Our guide, Selma, and Alma, our P.E. teacher, used the tunnel to escape the war. Alma was around 14 and she left with her mom and sister. She said that they drove on a bus to the tunnel and the driver had his lights off. When they got to the tunnel they had to sleep in the bus until the morning. When morning came they were allowed to go through the tunnel. They left and went to Italy. She says that she remembers the first night that they left and the night was quiet and she didn’t know how to react. She was so used to all the bombing that the quiet scared her more, since when it was quiet in Bosnia during the war you knew something was about to happen that wouldn’t be good. Selma also used to tunnel leaving with a family who was a friend of her family and her sister. Her mother left later, but I think her father and grandparents stayed in Bosnia those three years. She left in a similar way and went to Switzerland or Germany for 2 years.
Selma had been back to the tunnel a few weeks before we went, but Alma had not been there since 1995. I wonder what she was feeling. The tunnel was not easy for us to find, even after asking the local people (which would have been a good thing during the war). There are many scars on the building, shell markings and even one unexploded shell still left in the ground inside the tunnel entrance.

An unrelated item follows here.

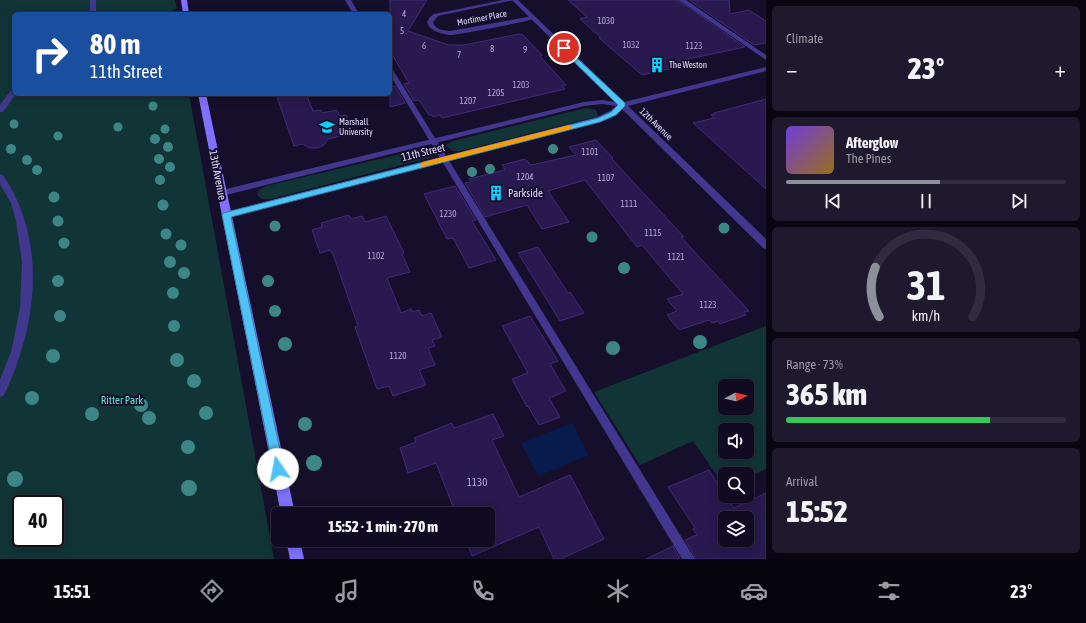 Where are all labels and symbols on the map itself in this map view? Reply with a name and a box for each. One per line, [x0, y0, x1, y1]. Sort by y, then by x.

After the tunnel it was time for lunch, so we loaded the van again and headed back into Old Town which is about 15 minutes from the tunnel. We drove past the national library that was bombed and hasn’t been rebuilt in the 15 years since the war. Selma and Alma told us that when the library was bombed they lost all the books and as the ash settled you could see parts of the pages from the books. The driver parked the van and we got out and walked to a café. On the way to the café we walked past an area nicknamed Pigeon square because of the many pigeons. We had delicious Bosnian food and I wish I could remember the names of the food we ate. While we ate Zack and a co-worker Krista were feeding a cat that was hanging around the café. Even though Zack said it was only Krista but we all know Zack…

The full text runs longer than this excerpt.